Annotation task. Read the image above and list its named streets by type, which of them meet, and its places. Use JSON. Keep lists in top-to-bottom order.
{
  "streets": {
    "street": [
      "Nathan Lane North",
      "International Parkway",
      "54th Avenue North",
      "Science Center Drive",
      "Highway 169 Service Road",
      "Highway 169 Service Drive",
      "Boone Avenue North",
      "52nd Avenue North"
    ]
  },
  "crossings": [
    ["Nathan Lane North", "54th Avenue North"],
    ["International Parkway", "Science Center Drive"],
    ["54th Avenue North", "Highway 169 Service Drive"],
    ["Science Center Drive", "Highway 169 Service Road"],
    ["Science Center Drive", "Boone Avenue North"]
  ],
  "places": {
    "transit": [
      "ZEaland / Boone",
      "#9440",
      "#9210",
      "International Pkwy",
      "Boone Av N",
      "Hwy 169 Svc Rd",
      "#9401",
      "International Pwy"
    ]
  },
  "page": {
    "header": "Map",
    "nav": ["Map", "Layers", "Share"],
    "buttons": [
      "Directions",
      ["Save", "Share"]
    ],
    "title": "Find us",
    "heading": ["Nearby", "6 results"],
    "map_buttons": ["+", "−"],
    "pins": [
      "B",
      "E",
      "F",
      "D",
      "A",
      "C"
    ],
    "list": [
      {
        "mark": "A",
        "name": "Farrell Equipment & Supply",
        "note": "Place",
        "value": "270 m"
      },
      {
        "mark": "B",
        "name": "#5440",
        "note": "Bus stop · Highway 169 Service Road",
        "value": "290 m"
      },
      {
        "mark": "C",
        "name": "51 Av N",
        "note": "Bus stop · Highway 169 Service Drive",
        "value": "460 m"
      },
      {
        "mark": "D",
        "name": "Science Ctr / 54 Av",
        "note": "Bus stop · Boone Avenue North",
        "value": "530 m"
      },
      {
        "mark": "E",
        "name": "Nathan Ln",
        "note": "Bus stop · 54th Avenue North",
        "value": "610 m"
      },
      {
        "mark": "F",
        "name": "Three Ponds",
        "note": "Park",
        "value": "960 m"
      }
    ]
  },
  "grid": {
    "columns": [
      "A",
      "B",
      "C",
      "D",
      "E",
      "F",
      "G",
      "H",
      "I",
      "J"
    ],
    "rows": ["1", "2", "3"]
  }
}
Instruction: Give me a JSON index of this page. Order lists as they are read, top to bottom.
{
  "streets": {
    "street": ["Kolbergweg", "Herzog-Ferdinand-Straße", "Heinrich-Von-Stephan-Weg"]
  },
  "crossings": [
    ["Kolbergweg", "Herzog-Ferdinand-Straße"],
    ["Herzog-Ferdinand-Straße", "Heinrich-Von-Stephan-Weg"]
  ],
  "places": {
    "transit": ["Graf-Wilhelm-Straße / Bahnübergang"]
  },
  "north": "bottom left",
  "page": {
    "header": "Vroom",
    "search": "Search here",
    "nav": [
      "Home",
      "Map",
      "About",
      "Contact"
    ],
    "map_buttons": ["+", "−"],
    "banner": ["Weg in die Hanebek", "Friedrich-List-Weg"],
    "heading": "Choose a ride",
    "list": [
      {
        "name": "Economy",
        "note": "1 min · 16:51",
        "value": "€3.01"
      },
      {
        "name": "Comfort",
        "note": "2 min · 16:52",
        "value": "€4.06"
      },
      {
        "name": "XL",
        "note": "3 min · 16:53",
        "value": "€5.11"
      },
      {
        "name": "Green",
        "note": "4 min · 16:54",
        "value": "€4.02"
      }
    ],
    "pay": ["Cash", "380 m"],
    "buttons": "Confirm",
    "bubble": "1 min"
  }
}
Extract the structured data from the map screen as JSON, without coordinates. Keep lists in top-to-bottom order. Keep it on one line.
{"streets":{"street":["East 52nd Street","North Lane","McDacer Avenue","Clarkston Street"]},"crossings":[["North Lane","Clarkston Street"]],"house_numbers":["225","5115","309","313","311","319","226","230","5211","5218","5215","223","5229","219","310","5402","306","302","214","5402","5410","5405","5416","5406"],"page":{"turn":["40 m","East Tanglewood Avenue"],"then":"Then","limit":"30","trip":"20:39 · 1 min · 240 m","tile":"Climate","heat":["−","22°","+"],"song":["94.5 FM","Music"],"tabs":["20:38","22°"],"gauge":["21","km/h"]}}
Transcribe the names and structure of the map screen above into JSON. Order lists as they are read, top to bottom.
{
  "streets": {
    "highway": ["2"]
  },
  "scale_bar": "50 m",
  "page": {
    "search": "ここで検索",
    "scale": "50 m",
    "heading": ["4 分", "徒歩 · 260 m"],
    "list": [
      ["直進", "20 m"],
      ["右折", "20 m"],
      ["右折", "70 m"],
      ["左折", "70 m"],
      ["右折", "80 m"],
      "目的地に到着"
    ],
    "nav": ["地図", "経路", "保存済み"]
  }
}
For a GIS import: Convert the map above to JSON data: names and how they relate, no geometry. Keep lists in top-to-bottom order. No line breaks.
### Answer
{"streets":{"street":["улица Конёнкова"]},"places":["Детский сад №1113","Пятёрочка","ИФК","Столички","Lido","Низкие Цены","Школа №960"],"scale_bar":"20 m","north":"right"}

[What you will do]: Set down the listing in full, keeping every word exactly as it is.

[Result of the exercise]:
Annotation task. Read the image above and list its named streets by type, which of them meet, and its places. Use JSON. Keep lists in top-to-bottom order.
{
  "streets": {
    "street": [
      "Nathan Lane North",
      "International Parkway",
      "54th Avenue North",
      "Science Center Drive",
      "Highway 169 Service Road",
      "Highway 169 Service Drive",
      "Boone Avenue North",
      "52nd Avenue North"
    ]
  },
  "crossings": [
    ["Nathan Lane North", "54th Avenue North"],
    ["International Parkway", "Science Center Drive"],
    ["54th Avenue North", "Highway 169 Service Drive"],
    ["Science Center Drive", "Highway 169 Service Road"],
    ["Science Center Drive", "Boone Avenue North"]
  ],
  "places": {
    "transit": [
      "ZEaland / Boone",
      "#9440",
      "#9210",
      "International Pkwy",
      "Boone Av N",
      "Hwy 169 Svc Rd",
      "#9401",
      "International Pwy"
    ]
  },
  "page": {
    "header": "Map",
    "nav": ["Map", "Layers", "Share"],
    "buttons": [
      "Directions",
      ["Save", "Share"]
    ],
    "title": "Find us",
    "heading": ["Nearby", "6 results"],
    "map_buttons": ["+", "−"],
    "pins": [
      "B",
      "E",
      "F",
      "D",
      "A",
      "C"
    ],
    "list": [
      {
        "mark": "A",
        "name": "Farrell Equipment & Supply",
        "note": "Place",
        "value": "270 m"
      },
      {
        "mark": "B",
        "name": "#5440",
        "note": "Bus stop · Highway 169 Service Road",
        "value": "290 m"
      },
      {
        "mark": "C",
        "name": "51 Av N",
        "note": "Bus stop · Highway 169 Service Drive",
        "value": "460 m"
      },
      {
        "mark": "D",
        "name": "Science Ctr / 54 Av",
        "note": "Bus stop · Boone Avenue North",
        "value": "530 m"
      },
      {
        "mark": "E",
        "name": "Nathan Ln",
        "note": "Bus stop · 54th Avenue North",
        "value": "610 m"
      },
      {
        "mark": "F",
        "name": "Three Ponds",
        "note": "Park",
        "value": "960 m"
      }
    ]
  },
  "grid": {
    "columns": [
      "A",
      "B",
      "C",
      "D",
      "E",
      "F",
      "G",
      "H",
      "I",
      "J"
    ],
    "rows": ["1", "2", "3"]
  }
}
Instruction: Give me a JSON index of this page. Order lists as they are read, top to bottom.
{
  "streets": {
    "street": ["Kolbergweg", "Herzog-Ferdinand-Straße", "Heinrich-Von-Stephan-Weg"]
  },
  "crossings": [
    ["Kolbergweg", "Herzog-Ferdinand-Straße"],
    ["Herzog-Ferdinand-Straße", "Heinrich-Von-Stephan-Weg"]
  ],
  "places": {
    "transit": ["Graf-Wilhelm-Straße / Bahnübergang"]
  },
  "north": "bottom left",
  "page": {
    "header": "Vroom",
    "search": "Search here",
    "nav": [
      "Home",
      "Map",
      "About",
      "Contact"
    ],
    "map_buttons": ["+", "−"],
    "banner": ["Weg in die Hanebek", "Friedrich-List-Weg"],
    "heading": "Choose a ride",
    "list": [
      {
        "name": "Economy",
        "note": "1 min · 16:51",
        "value": "€3.01"
      },
      {
        "name": "Comfort",
        "note": "2 min · 16:52",
        "value": "€4.06"
      },
      {
        "name": "XL",
        "note": "3 min · 16:53",
        "value": "€5.11"
      },
      {
        "name": "Green",
        "note": "4 min · 16:54",
        "value": "€4.02"
      }
    ],
    "pay": ["Cash", "380 m"],
    "buttons": "Confirm",
    "bubble": "1 min"
  }
}
Extract the structured data from the map screen as JSON, without coordinates. Keep lists in top-to-bottom order. Keep it on one line.
{"streets":{"street":["East 52nd Street","North Lane","McDacer Avenue","Clarkston Street"]},"crossings":[["North Lane","Clarkston Street"]],"house_numbers":["225","5115","309","313","311","319","226","230","5211","5218","5215","223","5229","219","310","5402","306","302","214","5402","5410","5405","5416","5406"],"page":{"turn":["40 m","East Tanglewood Avenue"],"then":"Then","limit":"30","trip":"20:39 · 1 min · 240 m","tile":"Climate","heat":["−","22°","+"],"song":["94.5 FM","Music"],"tabs":["20:38","22°"],"gauge":["21","km/h"]}}
Transcribe the names and structure of the map screen above into JSON. Order lists as they are read, top to bottom.
{
  "streets": {
    "highway": ["2"]
  },
  "scale_bar": "50 m",
  "page": {
    "search": "ここで検索",
    "scale": "50 m",
    "heading": ["4 分", "徒歩 · 260 m"],
    "list": [
      ["直進", "20 m"],
      ["右折", "20 m"],
      ["右折", "70 m"],
      ["左折", "70 m"],
      ["右折", "80 m"],
      "目的地に到着"
    ],
    "nav": ["地図", "経路", "保存済み"]
  }
}
For a GIS import: Convert the map above to JSON data: names and how they relate, no geometry. Keep lists in top-to-bottom order. No line breaks.
### Answer
{"streets":{"street":["улица Конёнкова"]},"places":["Детский сад №1113","Пятёрочка","ИФК","Столички","Lido","Низкие Цены","Школа №960"],"scale_bar":"20 m","north":"right"}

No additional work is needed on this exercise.